What the task requires:
Nothing but the images should be left out when the entries are restated word for word.

[Stored items]

──────────────────────────────

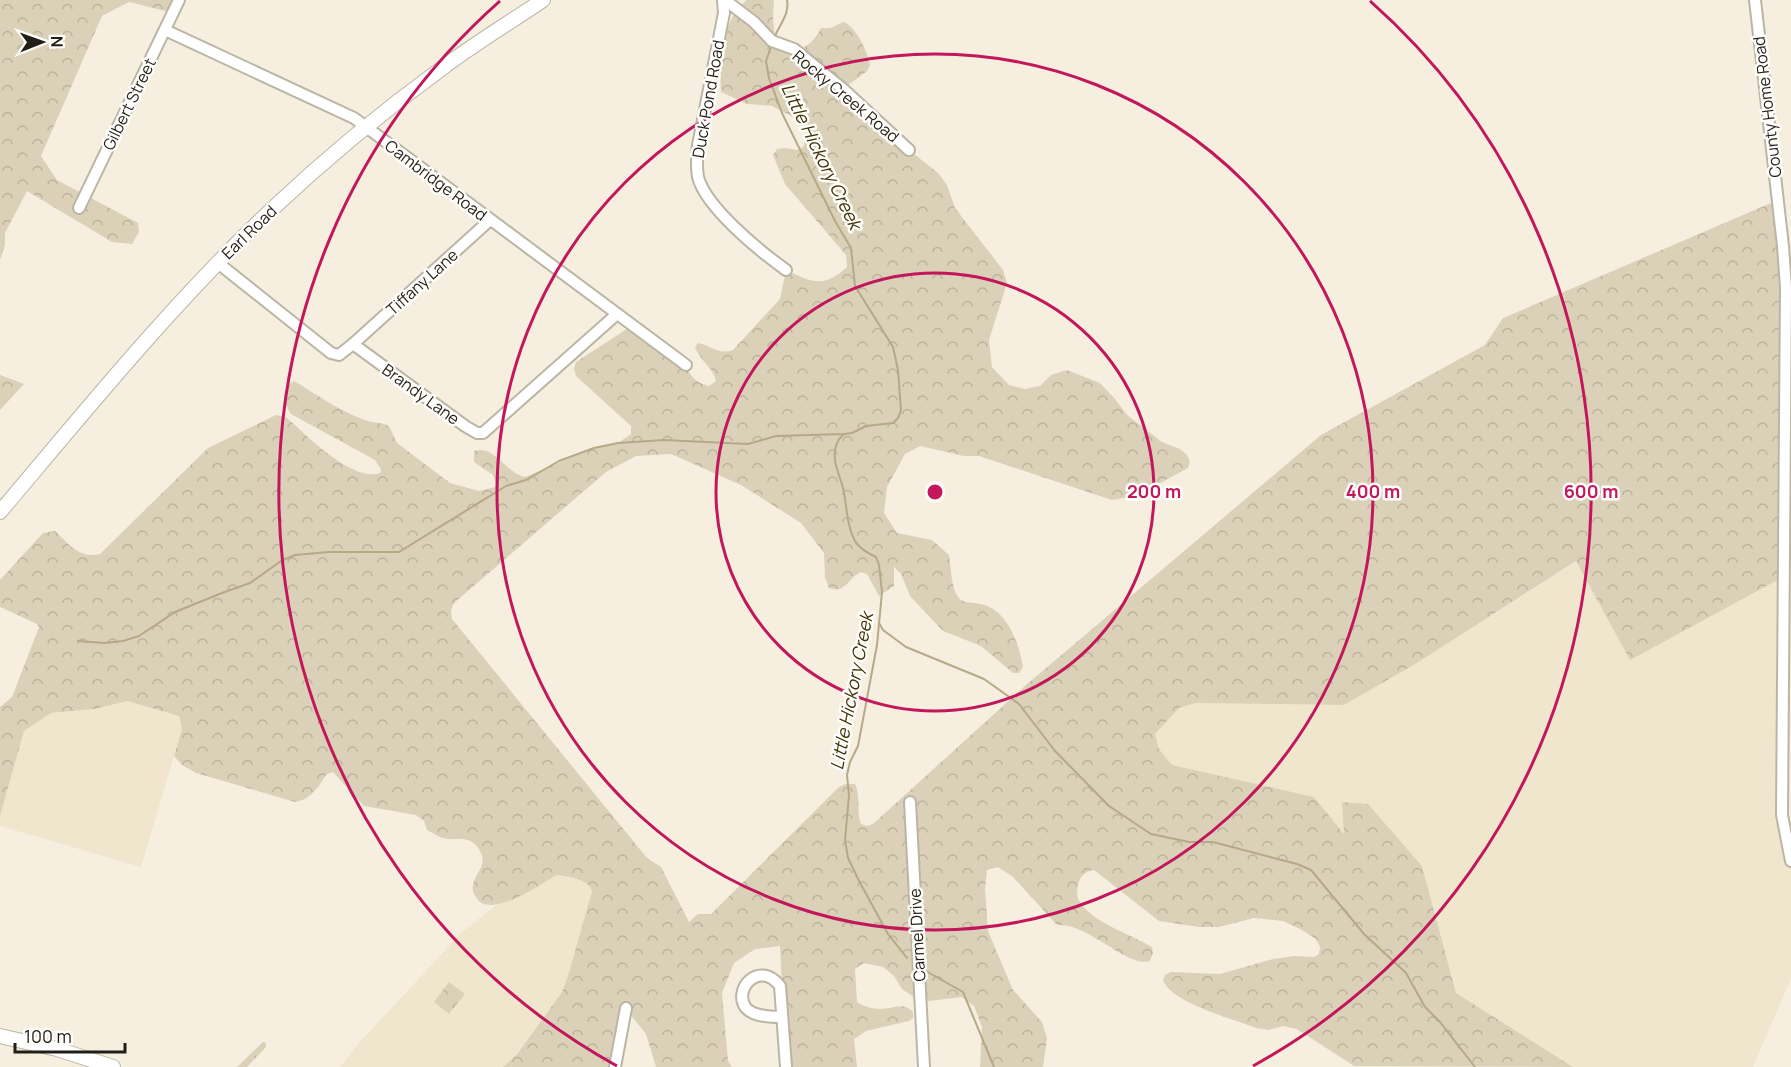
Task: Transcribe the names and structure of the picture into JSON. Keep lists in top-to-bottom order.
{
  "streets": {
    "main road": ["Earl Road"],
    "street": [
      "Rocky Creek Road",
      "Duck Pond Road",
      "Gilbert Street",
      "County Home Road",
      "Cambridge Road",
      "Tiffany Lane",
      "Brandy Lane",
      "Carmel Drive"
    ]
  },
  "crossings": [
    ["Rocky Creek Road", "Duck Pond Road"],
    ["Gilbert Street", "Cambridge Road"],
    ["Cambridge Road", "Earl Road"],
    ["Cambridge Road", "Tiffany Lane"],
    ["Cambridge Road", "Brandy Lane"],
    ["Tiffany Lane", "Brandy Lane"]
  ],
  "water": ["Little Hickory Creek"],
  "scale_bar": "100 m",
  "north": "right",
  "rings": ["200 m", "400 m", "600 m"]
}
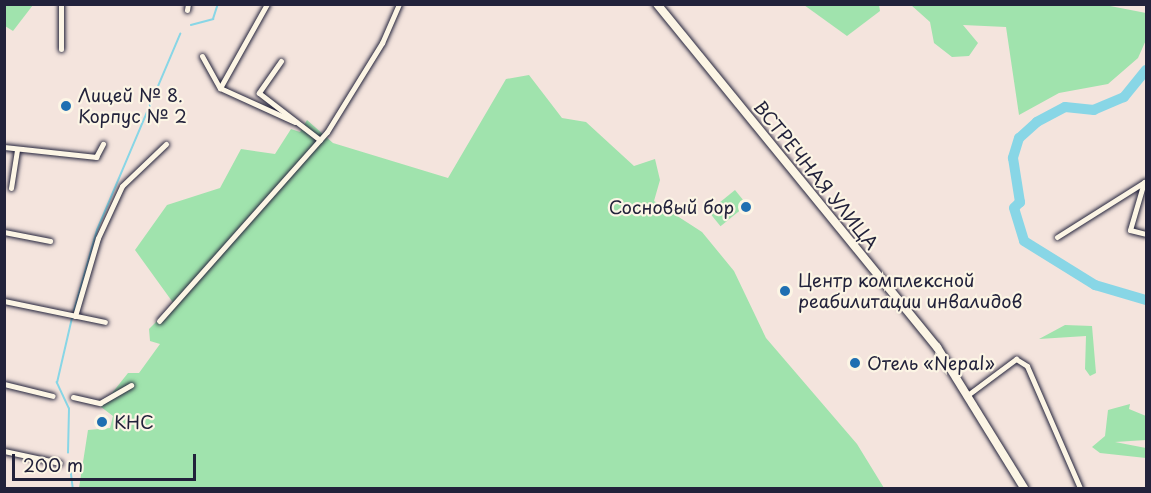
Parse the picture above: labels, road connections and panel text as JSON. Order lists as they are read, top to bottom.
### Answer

──────────────────────────────

The completed task:
Task: Transcribe the names and structure of the picture into JSON. Keep lists in top-to-bottom order.
{
  "streets": {
    "main road": ["Earl Road"],
    "street": [
      "Rocky Creek Road",
      "Duck Pond Road",
      "Gilbert Street",
      "County Home Road",
      "Cambridge Road",
      "Tiffany Lane",
      "Brandy Lane",
      "Carmel Drive"
    ]
  },
  "crossings": [
    ["Rocky Creek Road", "Duck Pond Road"],
    ["Gilbert Street", "Cambridge Road"],
    ["Cambridge Road", "Earl Road"],
    ["Cambridge Road", "Tiffany Lane"],
    ["Cambridge Road", "Brandy Lane"],
    ["Tiffany Lane", "Brandy Lane"]
  ],
  "water": ["Little Hickory Creek"],
  "scale_bar": "100 m",
  "north": "right",
  "rings": ["200 m", "400 m", "600 m"]
}
Parse the picture above: labels, road connections and panel text as JSON. Order lists as they are read, top to bottom.
### Answer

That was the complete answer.